Un ouvrage sur l’Histoire de Plouray est en préparation sous la direction de Jean-Pierre Royant, agrégé d’histoire. Si vous avez des éléments précis ou des documents sur l’histoire de la commune, n’hésitez pas à le contacter par téléphone au 02 98 55 08 53 ou au 06 70 03 67 19
Dates récentes importantes de l’histoire de Plouray

1953 : Début de la construction de la mairie et le bureau de Poste (durée des travaux : 3 ans)
1954 : Début des travaux d’assainissement dans le bourg et création d’un corps de Sapeurs Pompiers
1957 : Construction du premier château d’eau et début des travaux d’adduction d’eau.
1962 : Inauguration du centre d’abattage de volailles « Les Fermiers de l’Arvor ». Acquisition au 3e trimestre de 1963 par le volailler Charles Doux.
1970 : Inauguration du terrain municipal de football au centre bourg.
1971 : Création de la zone artisanale de Ker Elisa, route de Gourin.
1974 : Construction de la cantine municipale Rue Paul Ihuel.
1975 : Construction d’un pont bascule rue de Rostrenen ; automatisé en 1977.
1978 : Création du Syndicat de Pays. Contrat de Pays Pourleth et de la Cornouaille Morbihannaise.
1981 : Création du lotissement de Bellevue et construction des logements HLM.
1983 : Inauguration du Centre d’Aide par le Travail de Kerlan.
1984 : Construction de la salle polyvalente.
1985 : Construction à Bel Avenir d’un centre d’étude Bouddhique. Siège européen de la lignée DRUKPA. Le Dalaï Lama y viendra en personne au mois d’août 2008.
1990 : Inauguration de la Maison de retraite, Résidence du Midi.
1991 : Construction d’une lagune pour les eaux usées de la commune.
1995 : Mise en place de la déviation NORD OUEST de Plouray.
1996 : Réalisation du Columbarium au cimetière de Plouray.
1997 : Fin des travaux de la salle multifonctions.
1999 : Inauguration du Plan d’eau « Ar Lann Vras ».
2002 : Construction de la médiathèque et d’un espace de garderie péri-scolaire.
2005 : Création d’un lotissement rue de l’Ellé.
2006 : Inauguration du nouveau centre de secours.
2007 : Début de construction de la cantine scolaire rue Paul Ihuel. Création d’un « jardin du souvenir »

 

Signification et symbolique du blason de Plouray

Blason officie de PlourayD’argent au croissant de sable en abime, accosté de 3 étoiles à 5 raies de gueules posées 2 et 1 (qui est de « Le Trancher »).

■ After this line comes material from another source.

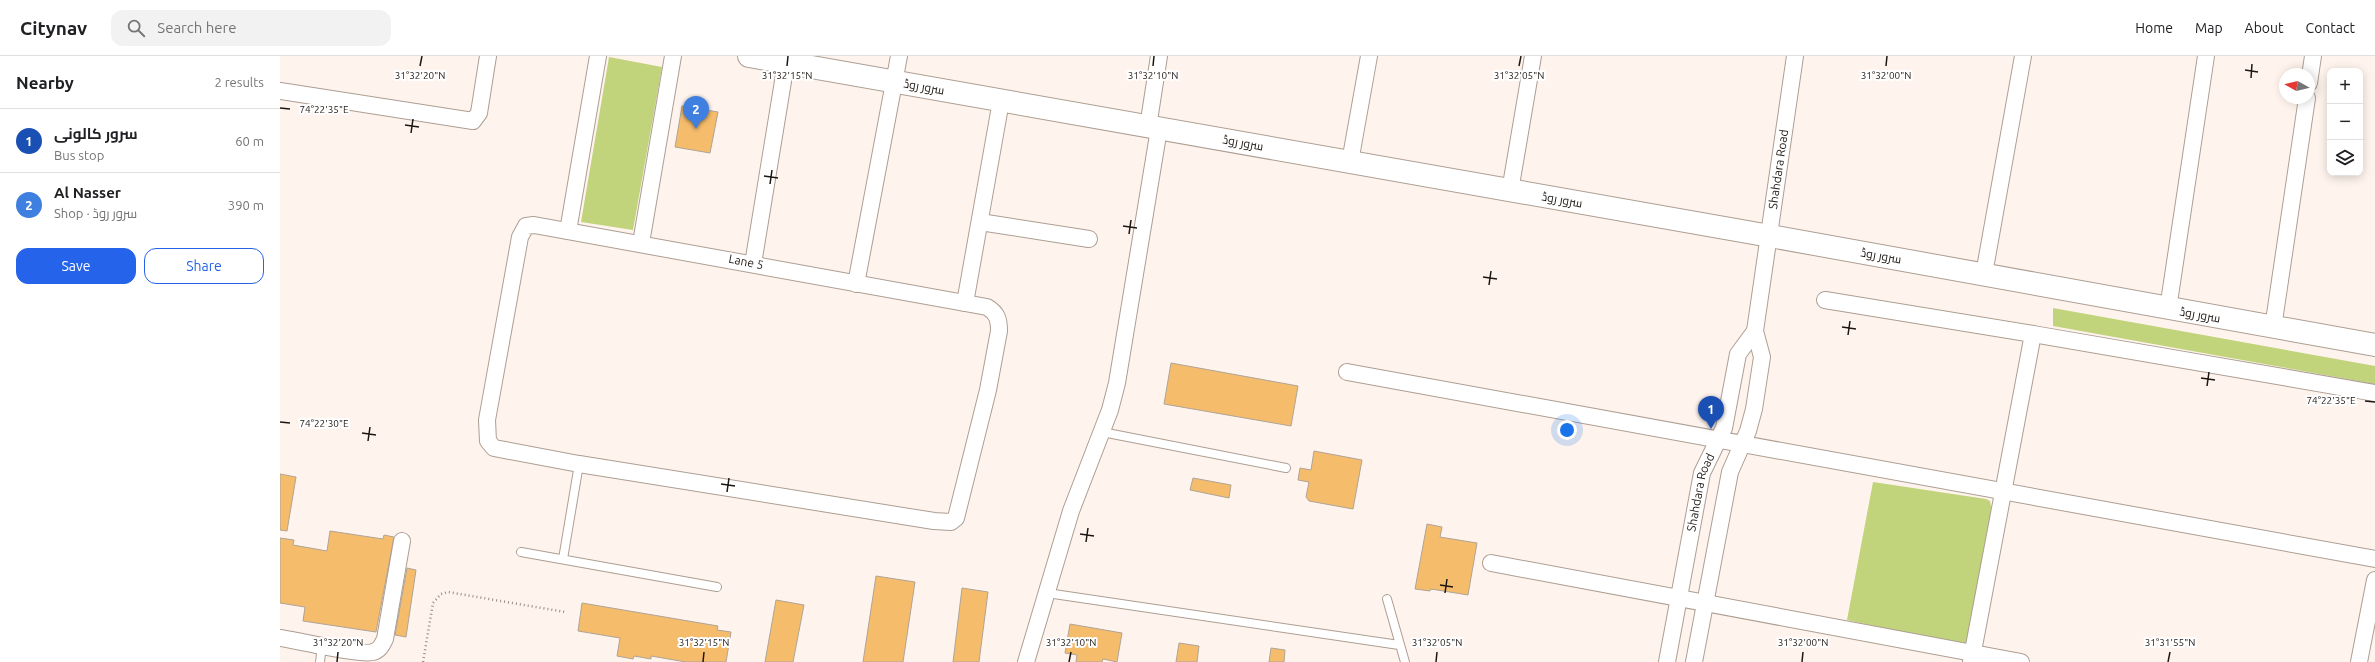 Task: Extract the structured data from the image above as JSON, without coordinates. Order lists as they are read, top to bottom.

Au chef émmanché de 2 pièces et de 2 demies, contre herminé à 2 mouchetures et e 2 demies mouvantes des flancs.

L’écu proprement dit porte en « abime » (au centre) un croissant de lune accompagné de 3 étoiles. Il s’agit du blason de la famille « LE TRANCHER » qui jadis, possédait des terres sur la commune.

On les appelait « FEUDATAIRES » (de feudatarius : FIEF)

Le haut de l’écu, ou « CHEF », est séparé par une ligne brisée que l’on dit « ÉMMANCHÉ ». Elle symbolise les montagnes noires du pays Morvan.

Le chef est dit « contre herimé » (« CONTRE HERMINÉ »)

Il serait « HERMINÉ », si les hermines étaient noires sur fond blanc, dans ce cas contraire il est contre-herminé, car il fallait un changement de couleur pour séparer le « chef » du reste de l’écu.

Quant à la couronne (en héraldique il s’agit d’un « TIMBRE ») elle se nomme couronne « MURALE ».

Dans l’antiquité les déesses grecques, graphiquement en portaient, et comme elles étaient « TUTÉLLAIRES » des citées, au XIXème siècle l’idée en a été reprise.

Les 8 statues monumentales qui entourent la place de la concorde à Paris et qui représentent les 8 plus grandes villes de France en attestent.

Les « SOUTIENTS », végétaux qui entourent l’écu n’obéissent qu’à l’esthétique qui tend à faire de l’ensemble quelque chose d’harmonieux.